Blake's annotations to Thornton's translation of the Lord's Prayer (Erdman 667-70) indicates his contempt for the forms of conventional religion. But he lived with it all his life.
If we don't forgive, we're not forgiven. A fundamental, ubiquitous (virtually universal) sin is to project our failings on to another. The biblical term was the scapegoat. We have many, including our many prejudices, and Blake was no exception.
Start with the schoolmaster when he was six; move on to Sir Joshua Reynolds, the first and perhaps greatest artistic disaffirmation. Move on again to Bacon, Newton, and Locke, Blake's fundamental philosophical enemies. Finally there was Hayley, his corporeal friend.
These were lifelong attitudes.
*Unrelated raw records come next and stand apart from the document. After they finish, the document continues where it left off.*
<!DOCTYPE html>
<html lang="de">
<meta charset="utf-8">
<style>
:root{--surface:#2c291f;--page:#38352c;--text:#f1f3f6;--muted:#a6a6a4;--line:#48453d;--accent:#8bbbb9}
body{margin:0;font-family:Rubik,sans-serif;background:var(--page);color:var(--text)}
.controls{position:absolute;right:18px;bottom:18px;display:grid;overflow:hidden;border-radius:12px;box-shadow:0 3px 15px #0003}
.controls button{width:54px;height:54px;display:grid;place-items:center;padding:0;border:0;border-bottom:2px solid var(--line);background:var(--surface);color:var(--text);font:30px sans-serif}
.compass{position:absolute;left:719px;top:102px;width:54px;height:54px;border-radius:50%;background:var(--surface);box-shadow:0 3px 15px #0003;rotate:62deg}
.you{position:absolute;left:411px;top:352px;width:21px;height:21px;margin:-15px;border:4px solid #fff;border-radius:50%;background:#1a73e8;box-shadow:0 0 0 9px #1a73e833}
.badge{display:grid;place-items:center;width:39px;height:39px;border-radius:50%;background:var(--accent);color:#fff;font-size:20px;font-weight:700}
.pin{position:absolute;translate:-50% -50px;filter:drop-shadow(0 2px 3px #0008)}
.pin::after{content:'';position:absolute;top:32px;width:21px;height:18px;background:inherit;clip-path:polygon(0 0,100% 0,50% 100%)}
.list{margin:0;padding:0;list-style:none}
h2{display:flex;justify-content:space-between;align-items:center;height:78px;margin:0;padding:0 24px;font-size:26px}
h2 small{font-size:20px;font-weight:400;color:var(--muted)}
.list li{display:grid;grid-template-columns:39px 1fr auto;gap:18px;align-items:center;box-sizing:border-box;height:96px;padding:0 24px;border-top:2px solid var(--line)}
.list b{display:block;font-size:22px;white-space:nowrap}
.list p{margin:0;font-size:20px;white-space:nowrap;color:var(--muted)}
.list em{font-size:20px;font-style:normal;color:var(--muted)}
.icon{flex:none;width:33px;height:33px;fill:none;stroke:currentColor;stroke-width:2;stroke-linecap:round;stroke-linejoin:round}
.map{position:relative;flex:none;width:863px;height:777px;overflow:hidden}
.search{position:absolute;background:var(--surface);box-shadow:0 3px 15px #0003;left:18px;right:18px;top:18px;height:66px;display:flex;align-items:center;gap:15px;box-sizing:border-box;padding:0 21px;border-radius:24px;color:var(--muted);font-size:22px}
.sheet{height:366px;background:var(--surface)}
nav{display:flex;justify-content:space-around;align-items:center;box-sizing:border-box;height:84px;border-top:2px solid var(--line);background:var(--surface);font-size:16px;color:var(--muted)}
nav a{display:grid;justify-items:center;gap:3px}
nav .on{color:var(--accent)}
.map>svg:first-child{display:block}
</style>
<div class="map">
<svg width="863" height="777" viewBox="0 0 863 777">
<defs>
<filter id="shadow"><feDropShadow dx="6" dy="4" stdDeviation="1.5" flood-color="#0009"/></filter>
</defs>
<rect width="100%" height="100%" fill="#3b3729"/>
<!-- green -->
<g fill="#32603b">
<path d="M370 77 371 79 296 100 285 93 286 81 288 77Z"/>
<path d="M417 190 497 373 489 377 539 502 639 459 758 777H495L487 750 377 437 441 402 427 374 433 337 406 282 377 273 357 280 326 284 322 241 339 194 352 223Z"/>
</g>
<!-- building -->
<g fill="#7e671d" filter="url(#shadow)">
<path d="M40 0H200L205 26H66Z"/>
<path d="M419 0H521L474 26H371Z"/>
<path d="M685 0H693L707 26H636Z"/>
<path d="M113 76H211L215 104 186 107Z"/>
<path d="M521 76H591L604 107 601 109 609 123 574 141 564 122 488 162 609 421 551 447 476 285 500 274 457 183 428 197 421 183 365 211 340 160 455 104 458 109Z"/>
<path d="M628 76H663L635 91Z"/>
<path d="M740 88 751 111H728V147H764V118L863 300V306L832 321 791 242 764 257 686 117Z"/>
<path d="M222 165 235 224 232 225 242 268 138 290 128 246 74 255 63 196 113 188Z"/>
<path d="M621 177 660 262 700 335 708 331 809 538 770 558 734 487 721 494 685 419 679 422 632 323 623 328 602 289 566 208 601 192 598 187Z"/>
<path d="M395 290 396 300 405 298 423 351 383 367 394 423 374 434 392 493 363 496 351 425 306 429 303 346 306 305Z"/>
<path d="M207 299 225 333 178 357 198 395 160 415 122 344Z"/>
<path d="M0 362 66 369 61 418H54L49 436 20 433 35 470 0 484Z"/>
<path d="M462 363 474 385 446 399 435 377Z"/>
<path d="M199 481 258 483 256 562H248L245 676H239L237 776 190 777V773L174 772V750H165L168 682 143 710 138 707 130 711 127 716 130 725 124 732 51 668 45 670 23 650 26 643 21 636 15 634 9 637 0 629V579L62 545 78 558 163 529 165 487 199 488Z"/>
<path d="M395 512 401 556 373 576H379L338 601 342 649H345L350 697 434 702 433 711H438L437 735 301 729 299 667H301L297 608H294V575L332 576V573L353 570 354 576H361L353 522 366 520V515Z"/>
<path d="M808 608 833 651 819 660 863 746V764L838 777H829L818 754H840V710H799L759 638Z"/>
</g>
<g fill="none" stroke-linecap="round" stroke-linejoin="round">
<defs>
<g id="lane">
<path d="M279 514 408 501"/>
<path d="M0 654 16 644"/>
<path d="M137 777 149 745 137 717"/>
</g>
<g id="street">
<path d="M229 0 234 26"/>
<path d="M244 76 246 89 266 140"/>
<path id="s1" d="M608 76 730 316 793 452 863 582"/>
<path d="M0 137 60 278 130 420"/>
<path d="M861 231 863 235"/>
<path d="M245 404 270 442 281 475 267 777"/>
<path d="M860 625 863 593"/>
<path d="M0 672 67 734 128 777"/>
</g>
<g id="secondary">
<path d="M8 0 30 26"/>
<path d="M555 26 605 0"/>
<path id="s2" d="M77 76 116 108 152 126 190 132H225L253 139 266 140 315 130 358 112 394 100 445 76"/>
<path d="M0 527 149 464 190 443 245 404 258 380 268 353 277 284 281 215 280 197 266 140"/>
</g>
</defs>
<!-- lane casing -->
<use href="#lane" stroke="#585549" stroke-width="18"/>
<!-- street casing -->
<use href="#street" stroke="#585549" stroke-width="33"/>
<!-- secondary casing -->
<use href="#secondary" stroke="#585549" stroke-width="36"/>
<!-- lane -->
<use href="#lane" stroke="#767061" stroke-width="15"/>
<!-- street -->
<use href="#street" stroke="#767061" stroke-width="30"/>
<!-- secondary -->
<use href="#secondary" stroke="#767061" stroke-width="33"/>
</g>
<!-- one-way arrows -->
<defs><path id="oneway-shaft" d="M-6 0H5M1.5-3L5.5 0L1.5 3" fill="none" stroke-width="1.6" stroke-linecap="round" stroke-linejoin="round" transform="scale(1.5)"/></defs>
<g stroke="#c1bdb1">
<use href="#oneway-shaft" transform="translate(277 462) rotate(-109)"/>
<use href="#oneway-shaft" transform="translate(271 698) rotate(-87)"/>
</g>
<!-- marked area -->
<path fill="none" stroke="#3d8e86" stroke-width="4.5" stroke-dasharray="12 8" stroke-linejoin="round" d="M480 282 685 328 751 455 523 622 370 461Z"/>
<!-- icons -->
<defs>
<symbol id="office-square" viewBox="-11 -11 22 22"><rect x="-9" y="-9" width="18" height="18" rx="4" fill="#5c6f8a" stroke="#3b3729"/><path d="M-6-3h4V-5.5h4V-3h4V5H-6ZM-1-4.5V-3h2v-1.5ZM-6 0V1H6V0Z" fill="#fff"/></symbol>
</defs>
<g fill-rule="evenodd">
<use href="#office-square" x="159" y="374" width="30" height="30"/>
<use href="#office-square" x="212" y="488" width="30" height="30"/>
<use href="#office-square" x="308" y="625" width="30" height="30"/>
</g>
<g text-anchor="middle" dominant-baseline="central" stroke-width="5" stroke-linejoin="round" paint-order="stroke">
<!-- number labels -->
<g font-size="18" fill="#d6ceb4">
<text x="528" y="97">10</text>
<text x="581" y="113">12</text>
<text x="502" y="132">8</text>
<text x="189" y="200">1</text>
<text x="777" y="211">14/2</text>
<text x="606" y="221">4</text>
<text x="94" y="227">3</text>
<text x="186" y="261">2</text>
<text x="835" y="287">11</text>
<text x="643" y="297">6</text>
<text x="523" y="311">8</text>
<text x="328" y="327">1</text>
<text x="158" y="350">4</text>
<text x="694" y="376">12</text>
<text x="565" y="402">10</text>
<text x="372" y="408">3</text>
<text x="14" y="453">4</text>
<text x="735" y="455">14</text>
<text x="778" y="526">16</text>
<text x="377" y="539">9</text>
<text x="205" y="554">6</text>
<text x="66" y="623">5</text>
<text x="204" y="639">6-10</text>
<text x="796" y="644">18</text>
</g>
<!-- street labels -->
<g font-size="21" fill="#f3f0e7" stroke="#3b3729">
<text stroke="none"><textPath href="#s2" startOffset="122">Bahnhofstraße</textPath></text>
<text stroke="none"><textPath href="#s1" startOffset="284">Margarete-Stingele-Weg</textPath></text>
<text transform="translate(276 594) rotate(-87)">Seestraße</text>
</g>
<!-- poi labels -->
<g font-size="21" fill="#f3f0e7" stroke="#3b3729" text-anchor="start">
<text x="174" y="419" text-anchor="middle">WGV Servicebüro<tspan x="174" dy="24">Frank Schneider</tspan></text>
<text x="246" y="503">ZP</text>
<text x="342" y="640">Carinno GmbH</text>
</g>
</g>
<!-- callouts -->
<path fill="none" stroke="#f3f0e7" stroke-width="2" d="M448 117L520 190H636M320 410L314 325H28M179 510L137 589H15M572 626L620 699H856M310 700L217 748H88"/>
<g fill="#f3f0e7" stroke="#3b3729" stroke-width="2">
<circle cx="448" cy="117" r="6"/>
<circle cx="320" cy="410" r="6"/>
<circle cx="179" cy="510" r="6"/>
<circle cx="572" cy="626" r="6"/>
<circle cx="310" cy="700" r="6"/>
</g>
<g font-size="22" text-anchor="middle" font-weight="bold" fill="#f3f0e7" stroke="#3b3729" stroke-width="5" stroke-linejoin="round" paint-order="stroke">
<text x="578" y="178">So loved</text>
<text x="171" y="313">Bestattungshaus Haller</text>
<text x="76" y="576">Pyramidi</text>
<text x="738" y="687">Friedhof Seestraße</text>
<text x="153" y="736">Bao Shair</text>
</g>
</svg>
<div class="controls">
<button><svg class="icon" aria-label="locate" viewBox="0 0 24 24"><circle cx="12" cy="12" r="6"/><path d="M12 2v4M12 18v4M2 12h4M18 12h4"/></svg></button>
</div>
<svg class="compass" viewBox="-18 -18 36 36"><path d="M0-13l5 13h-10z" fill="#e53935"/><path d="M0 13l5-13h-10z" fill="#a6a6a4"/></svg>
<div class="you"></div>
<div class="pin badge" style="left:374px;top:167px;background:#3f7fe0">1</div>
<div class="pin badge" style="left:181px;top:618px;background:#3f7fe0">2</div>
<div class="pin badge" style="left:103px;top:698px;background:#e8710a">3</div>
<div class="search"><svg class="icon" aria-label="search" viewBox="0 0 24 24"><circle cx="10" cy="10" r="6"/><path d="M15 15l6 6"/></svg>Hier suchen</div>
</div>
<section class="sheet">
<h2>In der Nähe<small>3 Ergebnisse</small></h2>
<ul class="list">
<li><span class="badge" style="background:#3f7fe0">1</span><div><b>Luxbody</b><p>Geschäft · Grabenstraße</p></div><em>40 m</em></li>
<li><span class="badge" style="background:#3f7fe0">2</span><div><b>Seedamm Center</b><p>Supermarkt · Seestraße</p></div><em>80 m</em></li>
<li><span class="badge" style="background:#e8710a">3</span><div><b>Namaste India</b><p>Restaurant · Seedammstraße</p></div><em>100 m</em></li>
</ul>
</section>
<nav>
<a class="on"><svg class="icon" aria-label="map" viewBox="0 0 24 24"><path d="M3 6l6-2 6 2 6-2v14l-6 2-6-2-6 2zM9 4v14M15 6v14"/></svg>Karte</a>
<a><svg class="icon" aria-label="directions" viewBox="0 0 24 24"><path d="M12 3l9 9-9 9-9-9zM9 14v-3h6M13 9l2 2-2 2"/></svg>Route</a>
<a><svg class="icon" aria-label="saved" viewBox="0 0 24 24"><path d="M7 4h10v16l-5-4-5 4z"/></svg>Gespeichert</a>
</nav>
Plate 98, (line 10) of Jerusalem shows how, when and where he forgave all these people; it represented the universal forgiveness, "when once [he] did descry, the immortal man who cannot die".
Blake was ready to move on (decisively!).
So much for Blake, but what about me (and maybe you). Reading Blake & Persona led me to understanding that I have some more forgiveness to seek. In my youth I presented a formidable persona like don't touch me; don't try to get close to me; there's no way!. As a Christian (and then Blakean Christian) I thought I had given that up, but reflecting on recent exchanges I see it's still there. God forgive us for hiding from everyone.